> **Given entries**
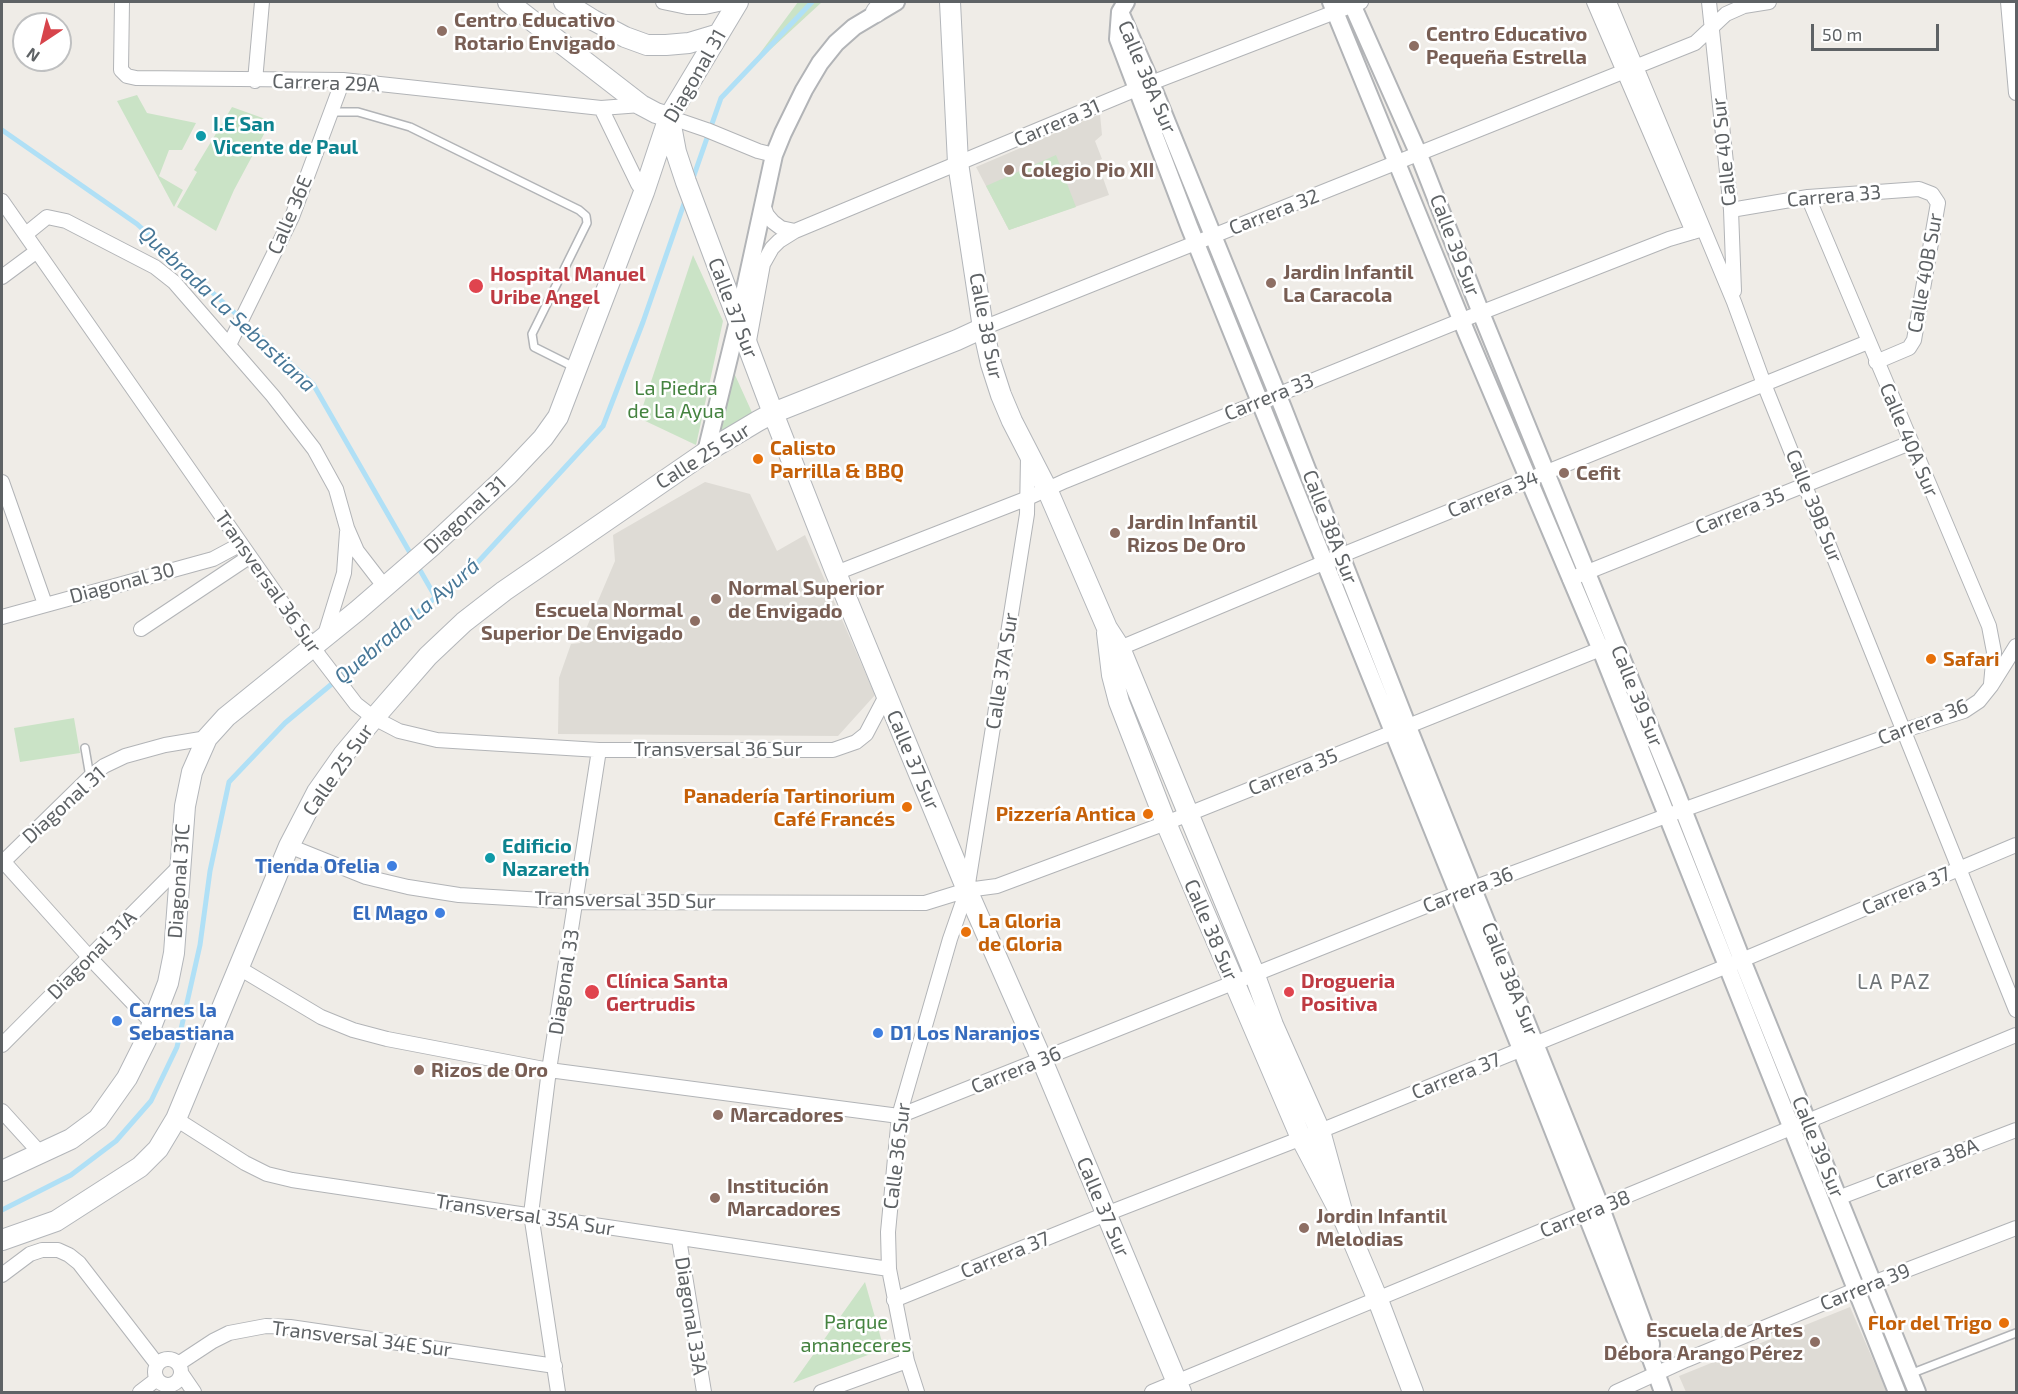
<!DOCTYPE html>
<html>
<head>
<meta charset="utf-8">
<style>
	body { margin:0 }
	#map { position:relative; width:2018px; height:1394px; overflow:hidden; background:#efece7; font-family:"Exo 2",sans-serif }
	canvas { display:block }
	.frame { position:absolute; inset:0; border:3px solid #5e6265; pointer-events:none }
	.north { position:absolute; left:12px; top:12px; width:60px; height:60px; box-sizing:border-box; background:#fff; border:2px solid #bfc0c1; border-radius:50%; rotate:215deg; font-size:16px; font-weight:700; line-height:24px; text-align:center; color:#5e6265 }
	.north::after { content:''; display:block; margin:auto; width:21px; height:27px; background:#d7444b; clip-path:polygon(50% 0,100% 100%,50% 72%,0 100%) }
	.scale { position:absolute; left:1811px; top:24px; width:128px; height:27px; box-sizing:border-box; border:3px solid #5e6265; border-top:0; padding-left:8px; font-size:18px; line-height:21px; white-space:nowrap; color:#5e6265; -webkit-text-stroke:4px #fff; paint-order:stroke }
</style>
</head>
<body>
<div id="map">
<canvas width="2018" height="1394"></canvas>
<div class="frame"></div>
<div class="north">N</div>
<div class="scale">50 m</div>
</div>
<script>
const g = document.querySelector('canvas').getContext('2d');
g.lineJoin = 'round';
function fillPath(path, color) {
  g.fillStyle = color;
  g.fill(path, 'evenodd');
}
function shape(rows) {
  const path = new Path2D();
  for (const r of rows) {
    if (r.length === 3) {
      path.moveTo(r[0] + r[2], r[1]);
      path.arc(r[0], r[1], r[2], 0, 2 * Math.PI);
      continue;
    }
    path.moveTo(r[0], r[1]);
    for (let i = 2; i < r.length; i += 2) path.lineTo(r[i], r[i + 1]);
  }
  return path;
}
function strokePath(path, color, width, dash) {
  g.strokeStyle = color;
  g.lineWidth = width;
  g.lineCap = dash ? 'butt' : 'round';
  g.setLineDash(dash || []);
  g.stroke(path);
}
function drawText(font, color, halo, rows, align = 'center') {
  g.font = font + ' "Exo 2",sans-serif';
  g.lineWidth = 5;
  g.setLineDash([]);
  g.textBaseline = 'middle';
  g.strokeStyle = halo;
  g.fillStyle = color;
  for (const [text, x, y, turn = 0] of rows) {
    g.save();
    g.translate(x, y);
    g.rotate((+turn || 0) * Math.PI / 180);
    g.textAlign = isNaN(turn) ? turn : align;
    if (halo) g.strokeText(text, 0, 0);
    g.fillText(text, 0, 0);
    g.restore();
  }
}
fillPath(shape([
	[1100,114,1102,135,1095,141,1102,159,1097,161,1109,195,1009,230,976,167],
	[705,482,750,494,777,551,805,535,875,695,838,736,558,734,559,678,571,644,580,643,615,561,613,535],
	[1850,1307,1887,1392,1686,1392,1679,1376]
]), '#dedbd5');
fillPath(shape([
	[798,2,822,2,746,72],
	[137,95,147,113,196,123,182,150,169,150,159,176,183,190,174,207,117,101],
	[232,107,271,121,234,190,216,231,177,207,197,172,194,170],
	[1056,155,1076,207,1009,230,986,186],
	[693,255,723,321,696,445,639,418],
	[730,364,755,419,712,438],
	[74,718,80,753,20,762,14,728],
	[865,1282,884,1349,793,1383]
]), '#cae3c6');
strokePath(shape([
	[2,130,137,224,313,384,436,598],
	[692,181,721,98,812,2],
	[2,1210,71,1175,116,1141,151,1101,177,1047,200,945,210,871,229,782,285,723,478,562,603,426,643,322,686,198]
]), '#b0e0f6', 5);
const service = shape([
	[331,112,358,112,410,127,579,210,586,216,587,223,532,334,534,347,574,367],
	[85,748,90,777],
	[1910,1374,2016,1333]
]);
const minor = shape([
	[122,2,121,70,127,76,136,78,343,80,601,108,641,105],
	[663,2,687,7,705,7,728,2],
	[1594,2,1693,232],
	[1609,2,1734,302,1764,384,2016,1010],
	[1709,2,1731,210,1734,291],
	[2008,2,2016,93],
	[255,81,262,2],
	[601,108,638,184,644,192],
	[669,117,707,130,758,151,774,155],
	[1808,197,1989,626,1994,652,1991,684],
	[2,201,320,657,356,704,374,718,399,731,437,740,599,750,833,750,856,742,866,734,886,696],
	[763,205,767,215,773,222,781,228,795,231,1151,83,1361,2],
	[1731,210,1808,197,1919,189,1932,194,1938,203,1914,340,1909,348,1876,362],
	[26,234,47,217,66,221,155,267,174,282,273,396,314,449,336,489,347,528,357,551,384,586],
	[2,277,37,251],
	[983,328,1695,43,1726,14,1744,6,1769,2],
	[229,345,292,217,343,80],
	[748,346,763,264,772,248,779,241,795,231],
	[2,482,45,604],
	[836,573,1028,498,1065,481,1452,324,1669,239,1703,229],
	[1570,579,1910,443],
	[2,617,213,559,241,544],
	[141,629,249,557],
	[324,638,344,573,347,532],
	[1120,648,1347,553,1868,342],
	[289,846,366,877,408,887,459,895,577,902,925,903,967,890,997,886,1166,823,1608,646],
	[2,860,90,958,153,1024],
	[2,863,90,777,104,766,125,756,165,745,207,738],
	[239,968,321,1017,353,1030,387,1039,549,1070,899,1116,1441,900,1666,816,1905,730,1964,711,1979,701,1991,686,2016,646],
	[2,1045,181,865],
	[2,1111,41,1154],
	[176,1119,245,1163,267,1174,292,1180,889,1269],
	[1838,1198,2016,1130],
	[679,1239,704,1392],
	[2,1275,30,1254,42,1250,58,1250,69,1255,79,1263,157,1364],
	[894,1300,1106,1214,1320,1131,1742,960,2016,845],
	[168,1372,13],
	[178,1364,213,1341,229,1333,266,1326,290,1327,555,1366],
	[181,1373,194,1392],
	[140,1392,157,1379],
	[558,1392,531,1214,549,1070,599,750],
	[821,1392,907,1361],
	[917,1392,907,1361,889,1269,888,1232,899,1116,950,939,967,890,1027,514,1028,457],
	[1152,1392,2016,1035],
	[1616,1392,1686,1360,1865,1286,2016,1228]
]);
const tertiary = shape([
	[1126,2,1120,12,1118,39,1189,226,1521,1049,1639,1348,1650,1356],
	[1331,2,1467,334,1601,650,1897,1392],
	[1351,2,1419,155,1481,313,1675,789,1742,960,1917,1392],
	[1120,12,1151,83,1283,408,1408,727,1601,1208,1651,1344,1650,1356,1663,1392],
	[706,452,738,321,774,155,783,133,804,90,820,63,836,43,854,27,896,2]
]);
const secondary = shape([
	[508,2,641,105,656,113,669,117],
	[564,2,593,20,625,37,647,45,666,45,689,43,719,34],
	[950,2,958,163,983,328,991,364,1001,395,1012,421,1047,489,1107,628,1120,648,1254,973,1273,1025,1320,1131,1345,1222],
	[876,12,884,2],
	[670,120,676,152,686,182,773,413,836,573,967,890,1042,1060,1181,1392],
	[1107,633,1112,675,1119,702,1166,823,1301,1138,1345,1222,1378,1300,1413,1392],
	[2,1171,71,1139,98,1119,127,1078,146,1040,168,983,174,953,185,806,192,772,207,738,226,717,357,611,432,546,508,475,543,438,558,417,644,192,669,117,738,2],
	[2,1240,56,1221,140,1167,158,1149,176,1119,289,846,317,792,343,755,374,718,428,656,464,622,504,591,706,452,758,421,773,413,957,340,983,328]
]);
strokePath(service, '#b2b4b7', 10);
strokePath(minor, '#b2b4b7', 16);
strokePath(tertiary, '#b2b4b7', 20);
strokePath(secondary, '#b3b6ba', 22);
strokePath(service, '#fff', 7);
strokePath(minor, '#fff', 14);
strokePath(tertiary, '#fff', 16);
strokePath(secondary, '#fff', 20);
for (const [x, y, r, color] of [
	[442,31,6,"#8d6e63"],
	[1414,46,6,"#8d6e63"],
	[201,136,6,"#0f9aa8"],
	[1009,170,6,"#8d6e63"],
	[1271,283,6,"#8d6e63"],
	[476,286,8,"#e0444e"],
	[758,459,6,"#e8710a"],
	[1564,473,6,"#8d6e63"],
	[1115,533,6,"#8d6e63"],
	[716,599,6,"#8d6e63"],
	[695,621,6,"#8d6e63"],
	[1931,659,6,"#e8710a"],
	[907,807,6,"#e8710a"],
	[1148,814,6,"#e8710a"],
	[490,858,6,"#0f9aa8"],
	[392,866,6,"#3f7fe0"],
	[440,913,6,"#3f7fe0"],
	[966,932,6,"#e8710a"],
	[592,992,8,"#e0444e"],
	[1289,992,6,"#e0444e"],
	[117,1021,6,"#3f7fe0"],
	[878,1033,6,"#3f7fe0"],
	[419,1070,6,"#8d6e63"],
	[718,1115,6,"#8d6e63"],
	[715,1198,6,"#8d6e63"],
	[1304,1228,6,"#8d6e63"],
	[2004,1323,6,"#e8710a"],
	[1815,1342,6,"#8d6e63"]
]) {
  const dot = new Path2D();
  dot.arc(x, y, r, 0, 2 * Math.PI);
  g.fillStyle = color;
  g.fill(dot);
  strokePath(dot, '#fff', 2);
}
drawText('bold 20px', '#785e54', '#fff', [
	["Centro Educativo",454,20],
	["Rotario Envigado",454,43],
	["Centro Educativo",1426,34],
	["Pequeña Estrella",1426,57],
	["Colegio Pio XII",1021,170],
	["Jardin Infantil",1283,272],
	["La Caracola",1283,295],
	["Cefit",1576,473],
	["Jardin Infantil",1127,522],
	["Rizos De Oro",1127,545],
	["Normal Superior",728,588],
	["de Envigado",728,611],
	["Escuela Normal",683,610,"right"],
	["Superior De Envigado",683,633,"right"],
	["Rizos de Oro",431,1070],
	["Marcadores",730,1115],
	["Institución",727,1186],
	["Marcadores",727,1209],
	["Jordin Infantil",1316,1216],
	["Melodias",1316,1239],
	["Escuela de Artes",1803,1330,"right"],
	["Débora Arango Pérez",1803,1353,"right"]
], 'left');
drawText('20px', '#5e6265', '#fff', [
	["Diagonal 31",695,76,-60],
	["Calle 38A Sur",1147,77,67],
	["Carrera 29A",326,83,2],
	["Carrera 31",1057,123,-23],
	["Calle 40 Sur",1724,152,-96],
	["Carrera 33",1834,196,-5],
	["Carrera 32",1274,212,-21],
	["Calle 36E",290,215,-67],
	["Calle 39 Sur",1455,245,69],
	["Calle 40B Sur",1925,273,-80],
	["Calle 37 Sur",733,308,69],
	["Calle 38 Sur",986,326,79],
	["Carrera 33",1269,397,-22],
	["Calle 40A Sur",1909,440,67],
	["Calle 25 Sur",703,456,-32],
	["Carrera 34",1493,494,-22],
	["Calle 39B Sur",1814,506,68],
	["Carrera 35",1740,511,-22],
	["Diagonal 31",465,515,-43],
	["Calle 38A Sur",1330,527,69],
	["Transversal 36 Sur",268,582,55],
	["Diagonal 30",122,583,-15],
	["Calle 37A Sur",1002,671,-81],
	["Calle 39 Sur",1637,696,68],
	["Carrera 36",1923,722,-21],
	["Transversal 36 Sur",718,749],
	["Calle 37 Sur",913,760,67],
	["Calle 25 Sur",338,770,-55],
	["Carrera 35",1293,772,-22],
	["Diagonal 31",64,805,-42],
	["Diagonal 31C",179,881,-86],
	["Carrera 36",1468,890,-21],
	["Carrera 37",1906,891,-23],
	["Transversal 35D Sur",625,900,1],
	["Calle 38 Sur",1211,930,67],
	["Diagonal 31A",92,955,-45],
	["Calle 38A Sur",1510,979,68],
	["Diagonal 33",564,982,-81],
	["Carrera 36",1016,1070,-22],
	["Carrera 37",1456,1076,-22],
	["Calle 39 Sur",1818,1147,68],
	["Calle 36 Sur",897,1156,-83],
	["Carrera 38A",1927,1164,-21],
	["Calle 37 Sur",1103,1207,67],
	["Carrera 38",1585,1214,-22],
	["Transversal 35A Sur",525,1215,9],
	["Carrera 37",1005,1255,-22],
	["Carrera 39",1865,1287,-22],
	["Diagonal 33A",691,1316,81],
	["Transversal 34E Sur",362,1339,7]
]);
drawText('bold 20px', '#0d838f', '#fff', [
	["I.E San",213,124],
	["Vicente de Paul",213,147],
	["Edificio",502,846],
	["Nazareth",502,869]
], 'left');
drawText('bold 20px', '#be3a42', '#fff', [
	["Hospital Manuel",490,274],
	["Uribe Angel",490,297],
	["Clínica Santa",606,981],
	["Gertrudis",606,1004],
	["Drogueria",1301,981],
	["Positiva",1301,1004]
], 'left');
drawText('20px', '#458340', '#fff', [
	["La Piedra",676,388],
	["de La Ayua",676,411],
	["Parque",856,1322],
	["amaneceres",856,1345]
]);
drawText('bold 20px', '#c56008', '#fff', [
	["Calisto",770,448],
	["Parrilla & BBQ",770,471],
	["Safari",1943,659],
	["Panadería Tartinorium",895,796,"right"],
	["Café Francés",895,819,"right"],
	["Pizzería Antica",1136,814,"right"],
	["La Gloria",978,921],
	["de Gloria",978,944],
	["Flor del Trigo",1992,1323,"right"]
], 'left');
drawText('bold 20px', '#366cbe', '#fff', [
	["Tienda Ofelia",380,866],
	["El Mago",428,913],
	["Carnes la",129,1010,"left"],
	["Sebastiana",129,1033,"left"],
	["D1 Los Naranjos",890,1033,"left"]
], 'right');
drawText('italic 21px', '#477797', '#fff', [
	["Quebrada La Sebastiana",227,309,43],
	["Quebrada La Ayurá",407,621,-40]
]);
g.letterSpacing = '1.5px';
drawText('21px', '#6f7477', '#fff', [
	["LA PAZ",1894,982]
]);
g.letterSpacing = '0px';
</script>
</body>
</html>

> **How to complete this task**
Return each line of the listing that holds the string "halo".

> **Written solution**
function drawText(font, color, halo, rows, align = 'center') {
  g.strokeStyle = halo;
    if (halo) g.strokeText(text, 0, 0);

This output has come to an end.